Election Contagion

Here’s what worries me in the wake of the recent Israeli elections and in anticipation of the U.S. 2020 Presidential election:
In a sentence, I worry that the American voter may arrive at the same sort of transactional decision that a plurality of Israeli voters apparently did, namely hold their collective noses and vote for Donald Trump for a second term.
Break it down with me: after 10 years of Benjamin Netanyahu as their prime minister, Israeli voters have no illusions about Bibi.
They know he is a narcissistic power addict who will do anything to keep himself in office. If he survives through July, he’ll become the longest serving prime minister in Israel’s 71-year history after the founding father, David Ben Gurion.
They also know that if the pending prosecutorial charges against him are true, he is personally corrupt. They know he has fallen in love with the good life of fancy cigars and pink champagne and has apparently enriched himself with investments in some of Israel’s arms suppliers.
And yet they voted for him in sufficient numbers to give him the opportunity to form what will be the most hard-right, religiously-conservative government in their nation’s history.
The vote was partly a referendum on Bibi, but it was more than that. It was a decision that, despite his many personal and political failings, Netanyahu has steered the country to a strong economy, relative security and a standoff with the Palestinians. He also has a close and profitable relationship with President Trump and his family, a cozy cooperation that has already borne fruit with the opening of the U.S. Embassy in Jerusalem and overt support for Israel’s annexation of the Golan Heights. Can U.S. support for Israeli annexation of key West Bank settlements be far behind? Is it already baked into the “deal of the century,” the U.S. peace proposal that is expected to be unveiled soon?
The bottom line, the Israeli voters seemed to be saying, is all that really counts.
Will the U.S. voter come to a similar conclusion in 2020?
If the U.S. economy is still strong, if unemployment is still low, if wages are up measurably, if Trump’s trade wars have not destroyed American agriculture, if U.S. troops are not committed to any new wars, will the American voter give the President another turn around the dance floor?
If no broadly-appealing Democrat emerges from the primary pack, will the voters settle for the devil-you-know?
After two-plus years in office, and especially after the damming documentation in the Mueller report of President Trump’s lies, the American voters can have no more illusions about their president’s character than the Israelis do about Bibi.
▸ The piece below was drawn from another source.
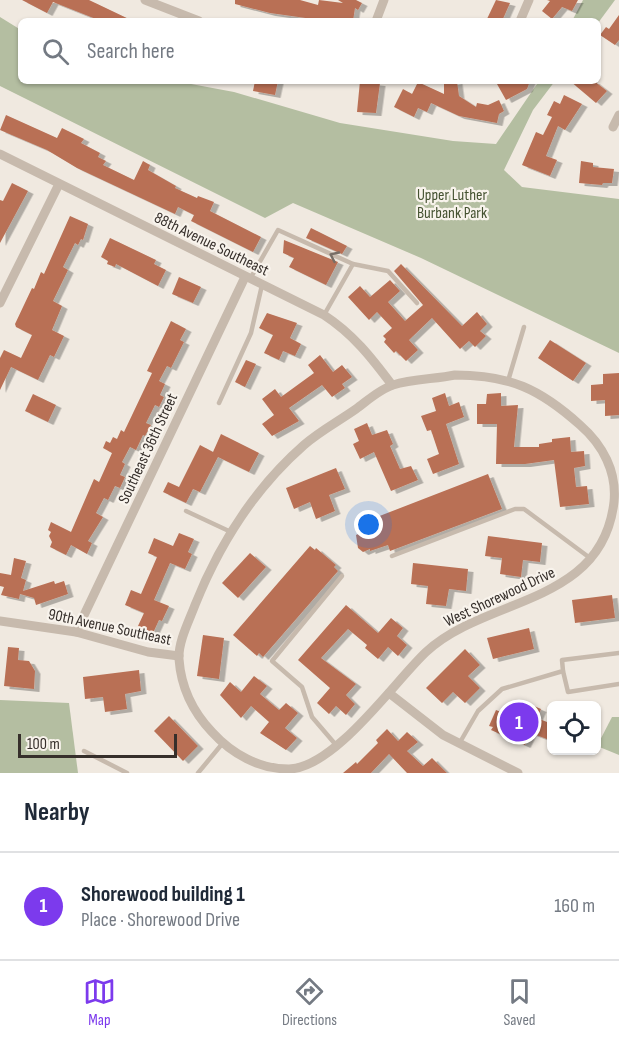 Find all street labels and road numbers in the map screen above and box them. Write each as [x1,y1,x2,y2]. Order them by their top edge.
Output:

Will they hold their collective noses as significant numbers of Israelis did?
The answer depends largely on the Democrats. It depends on how they frame the debates and whether the candidate who emerges from the primaries can appeal to the centrist voters in the industrial Midwest who defected to Trump in 2016.
Stay tuned.

Bibi and The Donald

It is hard, these days, to miss the striking similarities between Israeli Prime Minister Benjamin “Bibi” Netanyahu and President Donald “The Donald” Trump.
It goes well beyond their nicknames.
Both of these embattled leaders are facing multiple investigations, both have launched relentless assaults on the media, both use the megaphones of their offices to push a nationalist, autocratic approach to power and both, of course, are running for re-election, Bibi in April and The Donald, presumably, in 2020.
Bibi is currently under the Israeli state prosecutor’s microscope; The Donald is a featured player in Special Counsel Robert Mueller’s inquiry into Russian interference in the 2016 election.
Recent reports from Israel suggest that Bibi will be indicted for bribery in a month or so, before his April 9 re-election bid to become the longest-serving Prime Minister in Israeli history; The Donald, aka “Individual 1,” has already been depicted as an unindicted co-conspirator in the Michael Cohen case and could well be the subject of a sealed indictment from the Southern District of New York, now universally described on cable news as SDNY.
Both men have dismissed the investigations as groundless witch hunts mounted by their respective “deep states.”
And both leaders are curiously close to Russian President Vladimir Putin.
Bibi has traveled repeatedly to Moscow to confer with Putin on the growing Iranian presence in Syria; The Donald has met the Russian leader five times and had nothing but kind words for him since his 2016 campaign. One major difference: Bibi has not, as far as is known, been negotiating behind the scenes to build a Netanyahu Tower in Moscow.
When it comes to attacking the media, both men have launched full-scale campaigns. Bibi has complained early and often about his treatment in the feisty Israeli press and broadcast networks. His Likud Party recently unveiled a splashy election billboard featuring huge pictures of four leading Israeli journalists with the slogan: “They won’t Decide.”
The Donald, of course, has repeatedly denounced the U.S. media as “fake news” and “enemies of the people.” Over the weekend, the President celebrated the staff cuts at numerous news operations. One minor difference: Bibi is not known to spend hours each day watching cable news and tweeting his reactions.
The two men have been and remain politically close: Bibi has applauded The Donald at every opportunity, Trump has taken page after page from the Israeli playbook by withdrawing from the Iran nuclear deal and moving the U.S. Embassy to Jerusalem, an empty, but symbolic move that Bibi has sought for years. If there is anything else Bibi wants from The Donald, apparently he just has to ask.
Both men are adept at manufacturing crises, real and imagined, to distract attention from other problems. The Donald has conjured caravans of drug dealers and criminals assaulting the southern border in order to build support for his Wall; Bibi has repeatedly and dramatically pointed to Iran as an existential threat to Israel, launched multiple attacks on Hamas forces in Gaza, confronted Hezbollah along the Lebanese border and mounted hundreds of air strikes against Iranian targets in Syria. Many of these threats to Israel are real; confronting them aggressively tends to divert the public’s attention from other, politically awkward headlines.
Finally, both men are gifted political operators: Bibi became Israel’s youngest prime minister when he served in the late 1990’s, returned to office in 2009 and has beaten back repeated challenges over the last decade; Trump pulled off an amazing political upset in 2016 and has dominated the headlines and airwaves ever since.
At this point, the public opinion polls in Israel favor Bibi’s re-election, albeit by a narrow margin; Trump’s prospects are less promising. The President’s standing in the polls descended to new lows after the abortive government shutdown. But it is too early to count him out for a second term. No appealing Democratic candidate has emerged from the growing crowd of declared and undeclared, and the 2020 election is a political lifetime away.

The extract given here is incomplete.